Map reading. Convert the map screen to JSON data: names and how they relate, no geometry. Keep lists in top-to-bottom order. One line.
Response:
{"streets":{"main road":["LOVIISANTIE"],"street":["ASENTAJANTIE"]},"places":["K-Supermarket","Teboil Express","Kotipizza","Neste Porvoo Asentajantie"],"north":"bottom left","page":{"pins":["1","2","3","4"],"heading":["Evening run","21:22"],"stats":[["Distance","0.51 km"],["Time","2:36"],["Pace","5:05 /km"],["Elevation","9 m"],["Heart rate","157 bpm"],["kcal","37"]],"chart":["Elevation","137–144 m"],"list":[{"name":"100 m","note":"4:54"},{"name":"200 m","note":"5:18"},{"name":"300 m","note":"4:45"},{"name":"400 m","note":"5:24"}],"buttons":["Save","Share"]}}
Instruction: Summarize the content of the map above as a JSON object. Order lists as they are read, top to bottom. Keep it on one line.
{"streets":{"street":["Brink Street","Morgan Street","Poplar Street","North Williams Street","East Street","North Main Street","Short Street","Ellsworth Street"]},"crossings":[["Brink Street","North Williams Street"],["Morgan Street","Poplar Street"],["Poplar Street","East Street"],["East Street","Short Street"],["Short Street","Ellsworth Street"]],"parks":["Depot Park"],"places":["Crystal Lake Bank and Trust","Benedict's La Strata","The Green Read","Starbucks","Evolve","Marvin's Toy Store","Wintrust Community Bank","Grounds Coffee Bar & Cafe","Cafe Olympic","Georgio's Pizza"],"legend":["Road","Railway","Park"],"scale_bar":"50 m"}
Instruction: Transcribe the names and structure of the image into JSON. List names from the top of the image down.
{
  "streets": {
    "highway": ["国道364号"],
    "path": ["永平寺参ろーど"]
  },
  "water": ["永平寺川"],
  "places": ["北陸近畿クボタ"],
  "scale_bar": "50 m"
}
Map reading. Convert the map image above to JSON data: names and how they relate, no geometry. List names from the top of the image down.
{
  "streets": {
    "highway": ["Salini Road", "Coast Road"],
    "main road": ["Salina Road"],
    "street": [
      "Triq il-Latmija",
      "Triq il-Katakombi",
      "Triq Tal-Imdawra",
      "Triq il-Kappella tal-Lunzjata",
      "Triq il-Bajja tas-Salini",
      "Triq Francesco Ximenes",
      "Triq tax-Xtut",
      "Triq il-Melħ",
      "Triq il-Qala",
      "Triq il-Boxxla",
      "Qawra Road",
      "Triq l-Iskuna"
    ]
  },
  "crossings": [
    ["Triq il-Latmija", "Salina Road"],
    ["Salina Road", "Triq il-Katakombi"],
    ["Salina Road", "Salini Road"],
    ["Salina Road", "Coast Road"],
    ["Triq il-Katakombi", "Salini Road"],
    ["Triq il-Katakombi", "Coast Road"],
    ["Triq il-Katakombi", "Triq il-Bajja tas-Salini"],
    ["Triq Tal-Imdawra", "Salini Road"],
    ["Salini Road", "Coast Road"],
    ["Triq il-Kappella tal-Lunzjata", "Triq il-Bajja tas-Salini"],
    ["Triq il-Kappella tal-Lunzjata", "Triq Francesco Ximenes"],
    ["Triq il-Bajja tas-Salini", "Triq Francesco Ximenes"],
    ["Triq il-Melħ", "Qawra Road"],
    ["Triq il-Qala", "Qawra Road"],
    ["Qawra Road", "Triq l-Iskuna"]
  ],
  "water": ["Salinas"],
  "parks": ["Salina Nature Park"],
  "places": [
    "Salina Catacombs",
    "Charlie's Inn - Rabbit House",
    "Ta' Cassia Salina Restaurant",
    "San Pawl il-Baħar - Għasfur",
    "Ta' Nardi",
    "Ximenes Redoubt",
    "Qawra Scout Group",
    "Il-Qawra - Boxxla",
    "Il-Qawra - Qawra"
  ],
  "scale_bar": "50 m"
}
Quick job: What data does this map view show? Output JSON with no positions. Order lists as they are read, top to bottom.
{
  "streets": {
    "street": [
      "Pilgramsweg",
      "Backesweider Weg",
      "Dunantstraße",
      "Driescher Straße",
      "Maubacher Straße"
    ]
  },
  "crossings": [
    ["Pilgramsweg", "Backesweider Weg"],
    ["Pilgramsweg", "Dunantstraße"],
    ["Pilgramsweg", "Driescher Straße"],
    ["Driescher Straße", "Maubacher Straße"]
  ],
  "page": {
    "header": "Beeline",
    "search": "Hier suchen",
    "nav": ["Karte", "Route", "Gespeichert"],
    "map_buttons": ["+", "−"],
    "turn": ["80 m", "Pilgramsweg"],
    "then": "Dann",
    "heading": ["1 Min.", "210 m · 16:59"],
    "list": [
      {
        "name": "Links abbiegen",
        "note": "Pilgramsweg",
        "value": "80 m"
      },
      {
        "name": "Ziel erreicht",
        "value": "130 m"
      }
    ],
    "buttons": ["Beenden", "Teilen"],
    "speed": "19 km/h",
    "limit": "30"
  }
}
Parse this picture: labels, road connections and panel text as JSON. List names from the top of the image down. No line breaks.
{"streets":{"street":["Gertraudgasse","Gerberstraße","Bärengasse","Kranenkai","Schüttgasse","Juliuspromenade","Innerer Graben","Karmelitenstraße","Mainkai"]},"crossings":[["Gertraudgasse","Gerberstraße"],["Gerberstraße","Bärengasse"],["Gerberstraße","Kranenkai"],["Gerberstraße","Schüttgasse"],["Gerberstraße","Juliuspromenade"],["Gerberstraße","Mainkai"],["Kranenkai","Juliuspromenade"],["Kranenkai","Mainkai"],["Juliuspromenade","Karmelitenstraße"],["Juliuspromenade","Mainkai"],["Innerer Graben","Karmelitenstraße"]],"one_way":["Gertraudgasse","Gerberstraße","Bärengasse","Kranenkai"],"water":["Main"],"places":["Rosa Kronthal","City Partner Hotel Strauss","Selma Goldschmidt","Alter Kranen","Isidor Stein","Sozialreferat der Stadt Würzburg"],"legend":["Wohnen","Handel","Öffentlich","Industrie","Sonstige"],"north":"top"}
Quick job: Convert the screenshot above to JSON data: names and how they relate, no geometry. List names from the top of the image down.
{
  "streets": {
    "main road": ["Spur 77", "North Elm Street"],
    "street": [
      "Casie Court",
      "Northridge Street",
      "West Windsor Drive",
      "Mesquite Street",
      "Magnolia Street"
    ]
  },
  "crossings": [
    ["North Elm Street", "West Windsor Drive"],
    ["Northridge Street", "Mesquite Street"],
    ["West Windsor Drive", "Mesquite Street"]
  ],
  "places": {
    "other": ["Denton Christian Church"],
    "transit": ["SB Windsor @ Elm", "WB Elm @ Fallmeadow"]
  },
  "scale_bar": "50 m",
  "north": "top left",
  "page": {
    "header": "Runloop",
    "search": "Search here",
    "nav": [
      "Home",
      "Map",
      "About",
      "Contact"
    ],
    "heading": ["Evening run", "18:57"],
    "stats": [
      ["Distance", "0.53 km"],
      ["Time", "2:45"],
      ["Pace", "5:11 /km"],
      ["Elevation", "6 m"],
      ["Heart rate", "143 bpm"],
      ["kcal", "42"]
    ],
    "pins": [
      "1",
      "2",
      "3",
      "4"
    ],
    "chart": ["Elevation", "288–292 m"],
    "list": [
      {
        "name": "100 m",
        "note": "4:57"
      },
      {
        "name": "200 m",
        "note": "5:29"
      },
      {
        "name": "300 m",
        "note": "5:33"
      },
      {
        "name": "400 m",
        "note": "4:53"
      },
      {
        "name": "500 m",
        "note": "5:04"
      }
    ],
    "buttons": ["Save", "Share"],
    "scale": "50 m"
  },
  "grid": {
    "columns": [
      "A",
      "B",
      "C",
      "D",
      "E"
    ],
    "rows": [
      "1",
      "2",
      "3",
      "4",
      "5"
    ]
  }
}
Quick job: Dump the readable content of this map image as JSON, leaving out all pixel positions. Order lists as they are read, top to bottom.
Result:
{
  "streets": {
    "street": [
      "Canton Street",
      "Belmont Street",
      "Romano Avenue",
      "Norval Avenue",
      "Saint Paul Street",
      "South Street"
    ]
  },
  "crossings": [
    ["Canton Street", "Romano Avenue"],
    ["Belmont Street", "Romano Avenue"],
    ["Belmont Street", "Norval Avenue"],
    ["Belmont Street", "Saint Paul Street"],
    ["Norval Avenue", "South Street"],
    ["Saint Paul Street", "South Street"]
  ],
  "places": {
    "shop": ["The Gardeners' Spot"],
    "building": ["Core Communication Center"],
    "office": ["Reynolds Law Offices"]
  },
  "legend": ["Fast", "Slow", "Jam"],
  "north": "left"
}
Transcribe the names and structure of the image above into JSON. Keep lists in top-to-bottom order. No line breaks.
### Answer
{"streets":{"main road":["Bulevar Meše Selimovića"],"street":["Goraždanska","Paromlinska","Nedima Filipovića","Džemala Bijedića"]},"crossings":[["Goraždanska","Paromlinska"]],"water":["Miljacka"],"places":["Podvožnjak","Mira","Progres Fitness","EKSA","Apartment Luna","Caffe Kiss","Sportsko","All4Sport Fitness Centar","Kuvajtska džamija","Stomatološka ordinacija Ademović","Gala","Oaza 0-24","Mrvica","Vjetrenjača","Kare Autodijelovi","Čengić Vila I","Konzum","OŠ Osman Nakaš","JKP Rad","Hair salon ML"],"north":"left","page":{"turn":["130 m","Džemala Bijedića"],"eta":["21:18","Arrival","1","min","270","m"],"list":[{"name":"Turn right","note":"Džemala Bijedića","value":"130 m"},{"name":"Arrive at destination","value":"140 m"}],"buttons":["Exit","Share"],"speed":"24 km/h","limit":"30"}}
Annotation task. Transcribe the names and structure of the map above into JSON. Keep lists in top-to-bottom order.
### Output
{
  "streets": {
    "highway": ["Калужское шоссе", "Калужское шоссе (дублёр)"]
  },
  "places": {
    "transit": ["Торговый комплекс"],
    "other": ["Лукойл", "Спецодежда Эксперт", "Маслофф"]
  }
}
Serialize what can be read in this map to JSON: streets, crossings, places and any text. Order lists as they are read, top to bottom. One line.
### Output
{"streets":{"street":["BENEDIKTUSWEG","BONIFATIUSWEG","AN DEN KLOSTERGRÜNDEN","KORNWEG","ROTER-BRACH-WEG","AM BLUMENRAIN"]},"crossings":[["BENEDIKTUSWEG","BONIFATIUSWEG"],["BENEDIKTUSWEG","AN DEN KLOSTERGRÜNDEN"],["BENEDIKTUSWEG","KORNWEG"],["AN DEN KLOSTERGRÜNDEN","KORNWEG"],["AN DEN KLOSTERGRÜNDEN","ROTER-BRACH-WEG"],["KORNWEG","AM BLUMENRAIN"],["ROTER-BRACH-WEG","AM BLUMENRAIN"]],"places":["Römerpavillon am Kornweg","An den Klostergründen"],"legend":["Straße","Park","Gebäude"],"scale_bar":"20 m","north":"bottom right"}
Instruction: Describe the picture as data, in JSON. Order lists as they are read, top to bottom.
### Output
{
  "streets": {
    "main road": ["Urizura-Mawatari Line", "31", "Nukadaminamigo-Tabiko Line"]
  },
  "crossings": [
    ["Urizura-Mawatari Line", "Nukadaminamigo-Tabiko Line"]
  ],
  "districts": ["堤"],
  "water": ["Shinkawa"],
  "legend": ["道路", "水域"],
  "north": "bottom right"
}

- _Task item_:
Reproduce, character for character, only the lines of the preceding data that start at the line with "Serialize what can" and end at the line with "Instruction: Describe the", both included.

- _Exercise answer_:
Serialize what can be read in this map to JSON: streets, crossings, places and any text. Order lists as they are read, top to bottom. One line.
### Output
{"streets":{"street":["BENEDIKTUSWEG","BONIFATIUSWEG","AN DEN KLOSTERGRÜNDEN","KORNWEG","ROTER-BRACH-WEG","AM BLUMENRAIN"]},"crossings":[["BENEDIKTUSWEG","BONIFATIUSWEG"],["BENEDIKTUSWEG","AN DEN KLOSTERGRÜNDEN"],["BENEDIKTUSWEG","KORNWEG"],["AN DEN KLOSTERGRÜNDEN","KORNWEG"],["AN DEN KLOSTERGRÜNDEN","ROTER-BRACH-WEG"],["KORNWEG","AM BLUMENRAIN"],["ROTER-BRACH-WEG","AM BLUMENRAIN"]],"places":["Römerpavillon am Kornweg","An den Klostergründen"],"legend":["Straße","Park","Gebäude"],"scale_bar":"20 m","north":"bottom right"}
Instruction: Describe the picture as data, in JSON. Order lists as they are read, top to bottom.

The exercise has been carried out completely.